The first release of Orion Weiss’s Arc trilogy – Arc I: Granados, Janáček, Scriabin – was released in March 2022 on First Hand Records and features important works for solo piano from the frantic years of 1911-1913 – the precipice before World War I. The three musical stories on Arc I, described by The Guardian as “complex and poetic material,” are Granados’ Goyescas, Janáček’s In the Mists, and Scriabin’s Piano Sonata No. 9 ”Black Mass,” each struggling with the same impossible awareness of what was coming for the world. The series closes with Arc III: Schubert, Debussy, Brahms, Dohnányi, and Talma – works composed during times of joy – forthcoming on First Hand Records.

“As we grieve what was lost, music born of suffering can bring us courage and succor,” says Orion Weiss. “As we envisage our ascent, music from times of joyful creation can create a road map leading us out and up. The final album in the trilogy, Arc III, is filled with young composers, post-war music, and music of celebration. It is my message of faith in humans – our resilience, our rebound, our irrepressibility.”

The first work on Arc II is Maurice Ravel’s Le Tombeau de Couperin (1914-1917). Le Tombeau de Couperin is built out of loops and is unlike anything else in Ravel’s piano oeuvre. Weiss writes in the liner notes, “The momentum of these pieces isn’t that of machines or modernity. Rather, these are the dances and spinning-wheels of the lost past. They grasp at the bygone refinement and grace longed for in the new century. In addition to all that Ravel experienced during the first World War – the terror of the battles of Verdun, the death of so many friends, his own debilitating illness – he lost his beloved mother, ‘his only reason for living’. The music he synthesized out of all that grief is music of resonant contradiction: new and ancient, exotic and formal, joyful and haunting, meticulous yet filled with life. When asked why these musical tombs (for Couperin and for the friends he lost in the war) weren’t explicitly elegiac, Ravel responded: ‘The dead are sad enough, in their eternal silence.’ This cathartic music would be the last that he wrote for solo piano.”

Brahms’s Variations on a Theme by Robert Schumann, Op. 9 (1854) presents a radiant portrait of Brahms’ inner life. Weiss explains, “Just 20 years old, he was introduced to (and all but adopted by) the Schumann family four short months before Robert’s attempted suicide and institutionalisation... Turning the theme and turning it again, each of the 16 variations refracts a single facet of his world through the prism of sudden loss.

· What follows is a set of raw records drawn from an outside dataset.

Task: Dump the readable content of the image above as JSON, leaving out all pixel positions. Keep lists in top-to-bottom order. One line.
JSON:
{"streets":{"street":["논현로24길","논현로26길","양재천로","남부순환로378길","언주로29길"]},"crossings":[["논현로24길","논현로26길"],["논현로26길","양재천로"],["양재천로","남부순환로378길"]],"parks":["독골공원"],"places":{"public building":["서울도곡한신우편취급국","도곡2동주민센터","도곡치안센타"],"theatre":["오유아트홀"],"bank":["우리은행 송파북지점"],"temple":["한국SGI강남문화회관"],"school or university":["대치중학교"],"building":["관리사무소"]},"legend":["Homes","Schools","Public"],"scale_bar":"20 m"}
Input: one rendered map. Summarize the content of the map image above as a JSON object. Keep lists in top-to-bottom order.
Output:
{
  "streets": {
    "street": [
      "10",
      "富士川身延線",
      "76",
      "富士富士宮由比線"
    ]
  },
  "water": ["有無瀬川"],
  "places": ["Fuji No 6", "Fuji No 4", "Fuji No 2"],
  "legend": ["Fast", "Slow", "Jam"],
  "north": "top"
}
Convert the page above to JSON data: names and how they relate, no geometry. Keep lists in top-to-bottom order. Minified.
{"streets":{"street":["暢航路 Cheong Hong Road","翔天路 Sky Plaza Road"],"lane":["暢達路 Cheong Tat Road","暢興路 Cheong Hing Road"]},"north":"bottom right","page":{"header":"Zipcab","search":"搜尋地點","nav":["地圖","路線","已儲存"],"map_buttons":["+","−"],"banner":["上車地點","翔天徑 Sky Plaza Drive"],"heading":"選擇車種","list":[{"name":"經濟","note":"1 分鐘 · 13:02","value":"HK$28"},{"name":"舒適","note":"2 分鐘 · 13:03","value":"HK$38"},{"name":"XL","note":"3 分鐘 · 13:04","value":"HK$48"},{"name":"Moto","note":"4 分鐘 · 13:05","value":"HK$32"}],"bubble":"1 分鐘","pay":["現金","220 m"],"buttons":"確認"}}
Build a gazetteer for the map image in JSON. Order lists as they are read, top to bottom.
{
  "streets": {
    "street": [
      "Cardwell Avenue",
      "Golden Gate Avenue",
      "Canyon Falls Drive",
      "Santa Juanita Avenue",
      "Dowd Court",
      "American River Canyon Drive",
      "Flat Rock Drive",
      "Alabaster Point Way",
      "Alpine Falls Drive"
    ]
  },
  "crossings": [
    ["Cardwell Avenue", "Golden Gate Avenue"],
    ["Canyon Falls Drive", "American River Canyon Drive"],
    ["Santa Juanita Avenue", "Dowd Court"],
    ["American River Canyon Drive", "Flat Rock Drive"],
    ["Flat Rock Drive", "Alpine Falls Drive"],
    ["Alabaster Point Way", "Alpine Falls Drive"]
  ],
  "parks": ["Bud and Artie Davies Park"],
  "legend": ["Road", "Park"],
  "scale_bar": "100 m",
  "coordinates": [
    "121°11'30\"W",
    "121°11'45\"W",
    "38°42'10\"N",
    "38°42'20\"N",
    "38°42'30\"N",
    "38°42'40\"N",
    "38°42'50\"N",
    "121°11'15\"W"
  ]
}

The variations move one to the other with the tumbling logic of emotion: shocked stillness follows tumultuous anger, consolation follows mourning, and the sweetness of happy reminiscence echoes off into searching oblivion... Of the Variations, Clara Schumann said, ‘He sought to comfort me, he composed variations on that wonderfully heartfelt theme that means so much to me, just as last year when I composed variations for my beloved Robert.’”

Dmitri Shostakovich’s Piano Sonata No. 2 in B minor, Op. 61 (1943) was dedicated to his piano teacher and friend, Leonid Nikolayev, who perished that year in the mass evacuation from Leningrad. Shostakovich had miraculously survived ‘The Great Terror,’ Stalin’s 1930's attack on the Russian people, though imprisonments and killings in that purge had claimed the lives of many of his friends and family members. Weiss describes, “The music of the Piano Sonata is emotional, romantic, wild, and raw.”

The final work of the album is Johannes Brahms’s 11 Chorale Preludes, Op. 122 (1896). “More than 40 years after Op. 9, Brahms was at the end of his life. Sick, weak, worried for the future of music, and bereft of his life-long friend Clara, his music took on increasingly religious themes. These organ settings of centuries-old Lutheran hymns (transcribed for piano by his longtime admirer Ferrucio Busoni) tighten the thread between himself and Bach, between himself and his faith. Brahms’ compositional epilogue dates from immediately after Clara’s funeral; the Chorale Preludes, grieving yet heartbreakingly accepting and courageous, were the last notes he ever wrote. ‘Now I have nobody left to lose.’ (Johannes Brahms, after the death of Clara Schumann),” shares Weiss.

Of his Arc album series, Weiss explains, “The arc of this recital trilogy is inverted, like a rainbow’s reflection in water. Arc I’s first steps head downhill, beginning from hope and proceeding to despair. The bottom of the journey, Arc II, is Earth’s center, grief, loss, the lowest we can reach. The return trip, Arc III, is one of excitement and renewal, filled with the joy of rebirth and anticipation of a better future.”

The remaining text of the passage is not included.